Splitting a Collection by another Collection

I was doing some work with String earlier and was wondering why <T>split(separator: T) -> [Substring] where T: StringProtocol doesn't exist in the standard library. I know that this function exists in Foundation under the name <T>components(separatedBy: T) -> [Substring] where T: StringProtocol, but this alludes to a more general missing function.

The generic function that is missing here is splitting a collection by another collection.

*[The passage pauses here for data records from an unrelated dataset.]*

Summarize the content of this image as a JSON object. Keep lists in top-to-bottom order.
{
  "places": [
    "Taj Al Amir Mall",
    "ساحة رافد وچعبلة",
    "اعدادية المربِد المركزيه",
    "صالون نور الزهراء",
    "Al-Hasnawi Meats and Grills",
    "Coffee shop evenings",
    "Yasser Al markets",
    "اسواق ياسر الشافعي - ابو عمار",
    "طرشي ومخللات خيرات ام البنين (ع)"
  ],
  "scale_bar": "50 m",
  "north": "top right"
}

extension Collection where Element: Equatable {
    /// Returns the longest possible subsequences of the collection, in order,
    /// around sequences equal to the elements of the given separator collection.
    ///
    /// The resulting array consists of at most `maxSplits + 1` subsequences.
    /// Collections that are used to split the collection are not returned as part
    /// of any subsequence.
    ///
    /// - Parameters:
    ///   - separator: The collection whose sequence of elements should be split upon.
    ///   - maxSplits: The maximum number of times to split the collection, or
    ///     one less than the number of subsequences to return. If
    ///     `maxSplits + 1` subsequences are returned, the last one is a suffix
    ///     of the original collection containing the remaining elements.
    ///     `maxSplits` must be greater than or equal to zero. The default value
    ///     is `Int.max`.
    ///   - omittingEmptySubsequences: If `false`, an empty subsequence is
    ///     returned in the result for each consecutive pair of `separator`
    ///     instances in the collection and for each instance of `separator` at
    ///     the start or end of the collection. If `true`, only nonempty
    ///     subsequences are returned. The default value is `true`.
    /// - Returns: An array of subsequences, split from this collection's
    ///   elements.
    ///
    /// - Complexity: O(*n*), where *n* is the length of the collection.
    func split<OtherCollection>(separator: OtherCollection, maxSplits: Int = Int.max, omittingEmptySubsequences: Bool = true) -> [SubSequence] where OtherCollection: Collection, OtherCollection.Element == Element {
        precondition(maxSplits >= 0, "Must take zero or more splits")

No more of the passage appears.